Mindestens die Hälfte der Armee des Gouverneurs war gegenwärtig angetrunken, doch dies war ein dermaßen üblicher Zustand, dass sich jeder Kommentar erübrigte. Ich reichte ihm ein neues Brotstück und konzentrierte mich auf den wichtigen Teil des Gesprächs.
»Dann hast du also etwas über Bonnet in Erfahrung gebracht?«
Er nickte, kaute und schluckte.
»Cornell ist ihm nicht selbst begegnet, aber er hat die Leute reden hören. Es sieht so aus, als würde er sich regelmäßig eine Zeit lang entlang der Outer Banks vorarbeiten, um schließlich wieder für drei oder vier Monate zu verschwinden.
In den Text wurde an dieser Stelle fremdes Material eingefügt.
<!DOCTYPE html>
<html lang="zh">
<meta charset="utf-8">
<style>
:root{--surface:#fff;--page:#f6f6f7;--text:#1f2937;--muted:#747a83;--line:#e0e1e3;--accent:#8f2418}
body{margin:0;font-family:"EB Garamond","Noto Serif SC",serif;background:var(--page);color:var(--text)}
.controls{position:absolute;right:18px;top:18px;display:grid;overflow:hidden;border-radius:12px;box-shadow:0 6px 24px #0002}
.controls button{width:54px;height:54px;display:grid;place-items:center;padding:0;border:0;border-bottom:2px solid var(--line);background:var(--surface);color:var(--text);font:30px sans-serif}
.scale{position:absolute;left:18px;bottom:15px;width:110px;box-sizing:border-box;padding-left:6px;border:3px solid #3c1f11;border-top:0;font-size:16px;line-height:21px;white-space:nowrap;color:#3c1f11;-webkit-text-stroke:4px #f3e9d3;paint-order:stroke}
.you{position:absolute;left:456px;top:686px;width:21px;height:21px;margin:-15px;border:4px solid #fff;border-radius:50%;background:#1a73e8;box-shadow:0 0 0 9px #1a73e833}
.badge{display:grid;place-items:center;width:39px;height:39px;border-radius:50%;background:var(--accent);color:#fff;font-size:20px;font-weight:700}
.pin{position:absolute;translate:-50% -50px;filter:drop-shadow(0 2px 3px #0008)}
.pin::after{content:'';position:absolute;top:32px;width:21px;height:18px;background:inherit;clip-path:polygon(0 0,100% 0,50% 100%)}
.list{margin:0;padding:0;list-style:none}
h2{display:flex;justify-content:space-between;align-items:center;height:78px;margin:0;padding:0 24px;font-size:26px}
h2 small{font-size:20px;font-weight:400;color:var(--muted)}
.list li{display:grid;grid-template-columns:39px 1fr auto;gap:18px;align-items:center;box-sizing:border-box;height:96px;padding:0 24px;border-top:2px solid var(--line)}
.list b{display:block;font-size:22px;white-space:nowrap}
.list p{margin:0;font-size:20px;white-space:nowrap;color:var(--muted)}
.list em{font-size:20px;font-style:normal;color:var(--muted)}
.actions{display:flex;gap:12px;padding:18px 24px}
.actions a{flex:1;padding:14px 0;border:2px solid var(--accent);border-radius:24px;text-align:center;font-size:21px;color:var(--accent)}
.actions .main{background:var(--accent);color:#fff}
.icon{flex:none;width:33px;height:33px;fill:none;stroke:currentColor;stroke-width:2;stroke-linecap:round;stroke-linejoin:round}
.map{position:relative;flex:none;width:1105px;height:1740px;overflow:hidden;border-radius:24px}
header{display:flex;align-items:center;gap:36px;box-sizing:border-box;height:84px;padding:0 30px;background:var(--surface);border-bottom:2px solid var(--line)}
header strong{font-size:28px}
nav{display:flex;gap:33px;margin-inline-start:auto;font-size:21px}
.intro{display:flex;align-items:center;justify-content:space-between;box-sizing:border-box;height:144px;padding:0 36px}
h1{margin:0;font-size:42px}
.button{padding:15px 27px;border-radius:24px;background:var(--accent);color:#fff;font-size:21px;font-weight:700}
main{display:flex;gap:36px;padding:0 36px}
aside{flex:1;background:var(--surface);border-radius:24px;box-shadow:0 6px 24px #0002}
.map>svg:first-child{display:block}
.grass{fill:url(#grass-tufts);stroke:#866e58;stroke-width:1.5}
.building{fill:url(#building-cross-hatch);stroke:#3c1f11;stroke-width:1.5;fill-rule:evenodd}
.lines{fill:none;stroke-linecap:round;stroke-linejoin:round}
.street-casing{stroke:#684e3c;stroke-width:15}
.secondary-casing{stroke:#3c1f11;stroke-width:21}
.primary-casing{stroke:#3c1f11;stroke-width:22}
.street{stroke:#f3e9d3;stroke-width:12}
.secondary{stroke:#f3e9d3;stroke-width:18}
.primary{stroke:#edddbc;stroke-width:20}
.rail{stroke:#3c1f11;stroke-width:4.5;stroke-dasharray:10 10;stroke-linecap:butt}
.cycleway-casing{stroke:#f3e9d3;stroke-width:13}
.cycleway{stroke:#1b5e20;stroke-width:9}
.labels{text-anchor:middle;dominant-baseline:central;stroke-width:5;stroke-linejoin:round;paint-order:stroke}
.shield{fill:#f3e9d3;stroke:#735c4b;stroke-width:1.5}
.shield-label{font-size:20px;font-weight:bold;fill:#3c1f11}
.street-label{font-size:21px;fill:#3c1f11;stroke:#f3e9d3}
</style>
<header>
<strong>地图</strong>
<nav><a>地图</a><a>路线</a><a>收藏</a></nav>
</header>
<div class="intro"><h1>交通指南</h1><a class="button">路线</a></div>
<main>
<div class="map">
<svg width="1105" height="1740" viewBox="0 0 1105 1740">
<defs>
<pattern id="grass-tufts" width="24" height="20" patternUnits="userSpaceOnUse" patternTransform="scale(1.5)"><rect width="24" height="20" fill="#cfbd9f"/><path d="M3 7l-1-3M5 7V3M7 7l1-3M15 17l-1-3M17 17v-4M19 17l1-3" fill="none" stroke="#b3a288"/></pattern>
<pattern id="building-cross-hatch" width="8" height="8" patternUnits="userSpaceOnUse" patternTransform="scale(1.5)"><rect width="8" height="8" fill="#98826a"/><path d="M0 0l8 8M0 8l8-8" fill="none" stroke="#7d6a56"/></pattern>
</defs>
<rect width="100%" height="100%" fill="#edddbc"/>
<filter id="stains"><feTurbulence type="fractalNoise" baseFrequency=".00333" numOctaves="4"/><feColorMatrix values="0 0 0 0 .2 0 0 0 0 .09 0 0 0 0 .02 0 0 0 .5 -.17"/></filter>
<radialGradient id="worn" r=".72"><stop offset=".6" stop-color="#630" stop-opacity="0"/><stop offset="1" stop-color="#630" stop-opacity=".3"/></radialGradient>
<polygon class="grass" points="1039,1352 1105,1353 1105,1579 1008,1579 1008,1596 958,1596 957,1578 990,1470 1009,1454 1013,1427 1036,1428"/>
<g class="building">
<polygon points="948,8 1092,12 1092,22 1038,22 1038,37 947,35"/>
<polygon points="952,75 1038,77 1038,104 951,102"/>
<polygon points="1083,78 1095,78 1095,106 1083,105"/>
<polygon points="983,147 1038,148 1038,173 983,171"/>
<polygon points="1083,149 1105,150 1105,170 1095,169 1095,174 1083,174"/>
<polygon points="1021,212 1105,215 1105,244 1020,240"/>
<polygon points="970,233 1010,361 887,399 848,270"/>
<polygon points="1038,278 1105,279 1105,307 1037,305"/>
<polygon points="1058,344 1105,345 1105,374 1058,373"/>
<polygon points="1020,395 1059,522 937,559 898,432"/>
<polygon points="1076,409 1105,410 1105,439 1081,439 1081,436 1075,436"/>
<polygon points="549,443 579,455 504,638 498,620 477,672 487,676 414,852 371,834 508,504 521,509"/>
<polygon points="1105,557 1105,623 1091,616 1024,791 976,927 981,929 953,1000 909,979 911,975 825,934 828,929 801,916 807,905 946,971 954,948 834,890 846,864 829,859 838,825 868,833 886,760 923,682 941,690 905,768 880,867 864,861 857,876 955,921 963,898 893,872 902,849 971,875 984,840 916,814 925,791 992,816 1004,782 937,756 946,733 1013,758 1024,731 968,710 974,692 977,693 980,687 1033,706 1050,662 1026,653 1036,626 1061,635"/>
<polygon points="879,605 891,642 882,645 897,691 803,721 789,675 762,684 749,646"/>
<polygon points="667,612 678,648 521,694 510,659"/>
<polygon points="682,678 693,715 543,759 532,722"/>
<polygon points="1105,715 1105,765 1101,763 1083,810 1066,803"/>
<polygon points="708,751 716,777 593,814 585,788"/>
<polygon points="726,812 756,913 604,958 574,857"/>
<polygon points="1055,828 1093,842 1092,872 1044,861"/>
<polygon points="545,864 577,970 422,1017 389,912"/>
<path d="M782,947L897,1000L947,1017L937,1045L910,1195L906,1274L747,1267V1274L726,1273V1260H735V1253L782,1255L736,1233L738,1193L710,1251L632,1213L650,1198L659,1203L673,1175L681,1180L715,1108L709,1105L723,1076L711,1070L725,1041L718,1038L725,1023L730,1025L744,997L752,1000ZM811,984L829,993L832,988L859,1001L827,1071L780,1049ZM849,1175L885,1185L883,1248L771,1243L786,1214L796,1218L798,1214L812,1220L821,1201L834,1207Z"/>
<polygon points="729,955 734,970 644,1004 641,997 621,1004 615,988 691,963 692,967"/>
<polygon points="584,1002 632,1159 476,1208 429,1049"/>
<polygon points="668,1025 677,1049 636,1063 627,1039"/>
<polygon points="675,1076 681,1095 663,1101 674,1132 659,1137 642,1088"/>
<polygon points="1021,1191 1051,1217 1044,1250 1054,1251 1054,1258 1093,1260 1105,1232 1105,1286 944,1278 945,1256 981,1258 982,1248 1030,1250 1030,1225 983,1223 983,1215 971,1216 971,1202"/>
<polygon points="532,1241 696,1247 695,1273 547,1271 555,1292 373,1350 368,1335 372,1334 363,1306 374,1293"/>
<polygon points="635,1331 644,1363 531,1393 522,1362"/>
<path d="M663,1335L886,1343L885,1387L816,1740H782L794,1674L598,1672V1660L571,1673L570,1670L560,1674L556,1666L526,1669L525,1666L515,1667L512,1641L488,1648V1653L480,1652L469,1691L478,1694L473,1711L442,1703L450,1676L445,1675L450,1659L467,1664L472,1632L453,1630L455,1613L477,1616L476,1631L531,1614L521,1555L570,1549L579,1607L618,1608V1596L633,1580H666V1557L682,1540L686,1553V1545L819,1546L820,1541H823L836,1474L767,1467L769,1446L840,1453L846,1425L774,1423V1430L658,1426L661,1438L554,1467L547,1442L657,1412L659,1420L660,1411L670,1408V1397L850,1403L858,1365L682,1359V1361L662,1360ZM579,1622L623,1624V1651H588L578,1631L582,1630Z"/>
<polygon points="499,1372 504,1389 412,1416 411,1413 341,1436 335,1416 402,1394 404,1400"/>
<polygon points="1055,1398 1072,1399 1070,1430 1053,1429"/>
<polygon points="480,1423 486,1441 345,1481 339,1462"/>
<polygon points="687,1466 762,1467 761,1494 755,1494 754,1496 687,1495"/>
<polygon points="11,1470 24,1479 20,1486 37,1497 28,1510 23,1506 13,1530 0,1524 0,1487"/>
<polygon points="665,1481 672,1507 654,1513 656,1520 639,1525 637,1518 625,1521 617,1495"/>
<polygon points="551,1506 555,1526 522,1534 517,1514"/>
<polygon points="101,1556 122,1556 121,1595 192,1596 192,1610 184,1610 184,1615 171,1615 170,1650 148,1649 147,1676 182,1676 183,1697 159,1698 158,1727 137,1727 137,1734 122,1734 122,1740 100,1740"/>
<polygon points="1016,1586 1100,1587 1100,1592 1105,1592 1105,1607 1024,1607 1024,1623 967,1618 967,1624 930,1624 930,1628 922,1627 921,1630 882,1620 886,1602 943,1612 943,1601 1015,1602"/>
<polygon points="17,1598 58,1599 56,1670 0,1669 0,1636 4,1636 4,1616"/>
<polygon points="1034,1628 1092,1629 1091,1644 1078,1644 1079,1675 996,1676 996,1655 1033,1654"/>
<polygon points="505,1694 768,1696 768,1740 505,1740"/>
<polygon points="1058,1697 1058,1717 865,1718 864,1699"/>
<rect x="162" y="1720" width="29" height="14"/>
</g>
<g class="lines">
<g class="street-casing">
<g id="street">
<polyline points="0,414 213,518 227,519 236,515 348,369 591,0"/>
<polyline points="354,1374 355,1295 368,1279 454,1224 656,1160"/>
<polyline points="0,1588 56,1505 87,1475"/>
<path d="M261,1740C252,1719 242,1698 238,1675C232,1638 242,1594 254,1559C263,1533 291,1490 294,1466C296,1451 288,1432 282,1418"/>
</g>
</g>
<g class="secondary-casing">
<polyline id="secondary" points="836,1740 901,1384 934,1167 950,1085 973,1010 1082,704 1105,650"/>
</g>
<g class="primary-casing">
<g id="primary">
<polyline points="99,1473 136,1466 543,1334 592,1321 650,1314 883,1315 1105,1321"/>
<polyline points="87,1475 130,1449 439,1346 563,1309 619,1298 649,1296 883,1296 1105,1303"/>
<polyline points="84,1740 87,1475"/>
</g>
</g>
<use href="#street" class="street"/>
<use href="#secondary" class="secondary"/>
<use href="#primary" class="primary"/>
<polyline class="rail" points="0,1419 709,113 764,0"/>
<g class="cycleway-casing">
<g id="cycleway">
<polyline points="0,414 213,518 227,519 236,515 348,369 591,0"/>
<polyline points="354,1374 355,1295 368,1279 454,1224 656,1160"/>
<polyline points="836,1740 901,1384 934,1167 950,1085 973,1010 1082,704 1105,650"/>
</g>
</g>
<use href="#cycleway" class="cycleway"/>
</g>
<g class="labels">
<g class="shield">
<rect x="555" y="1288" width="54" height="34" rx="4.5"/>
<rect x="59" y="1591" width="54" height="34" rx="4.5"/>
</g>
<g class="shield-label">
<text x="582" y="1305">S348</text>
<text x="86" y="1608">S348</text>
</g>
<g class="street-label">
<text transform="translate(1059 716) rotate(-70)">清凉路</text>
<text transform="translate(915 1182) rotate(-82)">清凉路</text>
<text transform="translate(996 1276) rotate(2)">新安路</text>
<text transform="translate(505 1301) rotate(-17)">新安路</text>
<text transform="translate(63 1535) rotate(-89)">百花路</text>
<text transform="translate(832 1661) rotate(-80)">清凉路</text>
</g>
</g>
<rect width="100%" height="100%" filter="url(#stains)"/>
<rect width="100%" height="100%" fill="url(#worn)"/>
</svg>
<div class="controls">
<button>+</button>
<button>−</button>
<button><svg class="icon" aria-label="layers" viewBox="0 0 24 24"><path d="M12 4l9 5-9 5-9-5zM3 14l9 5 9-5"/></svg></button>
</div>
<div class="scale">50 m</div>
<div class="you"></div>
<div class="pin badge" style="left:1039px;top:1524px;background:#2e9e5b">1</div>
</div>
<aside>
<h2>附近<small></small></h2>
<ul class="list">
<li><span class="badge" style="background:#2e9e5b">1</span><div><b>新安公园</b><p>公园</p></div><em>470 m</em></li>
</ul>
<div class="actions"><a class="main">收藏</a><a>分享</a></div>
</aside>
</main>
Dann ist er eines Tages plötzlich wieder da, lässt es sich in den Wirtshäusern in Edenton oder Roanoke gut gehen, und seine Taschen quellen über vor Goldstücken.«
»Also bringt er Waren aus Europa herüber und verkauft sie.« Drei oder vier Monate entsprachen dem Zeitraum, den es dauerte, mit einem Schiff nach England und zurück zu segeln. »Schmuggelware, nehme ich an?«
Jamie nickte.
»Das meint Cornell auch. Und weißt du, wo er die Sachen an Land bringt?« Er wischte sich mit dem Handrücken über den Mund und schien auf eine grimmige Weise belustigt zu sein. »Wylie’s Landeplatz. Sagen zumindest die Gerüchte.«
»Was - du glaubst doch nicht, dass Philip Wylie mit ihm unter einer Decke steckt?« Es schockierte - und bestürzte - mich, das zu hören, aber Jamie schüttelte den Kopf.
»Das kann ich nicht sagen. Aber die Anlegestelle grenzt immerhin an Philip Wylies Plantage an. Und der kleine Mistkerl war an dem Abend, als er
nach River Run kam, in Bonnets Begleitung, ganz gleich, was er später darüber gesagt hat«, fügte er hinzu. Dann tat er Philip Wylie vorerst mit einer Handbewegung ab.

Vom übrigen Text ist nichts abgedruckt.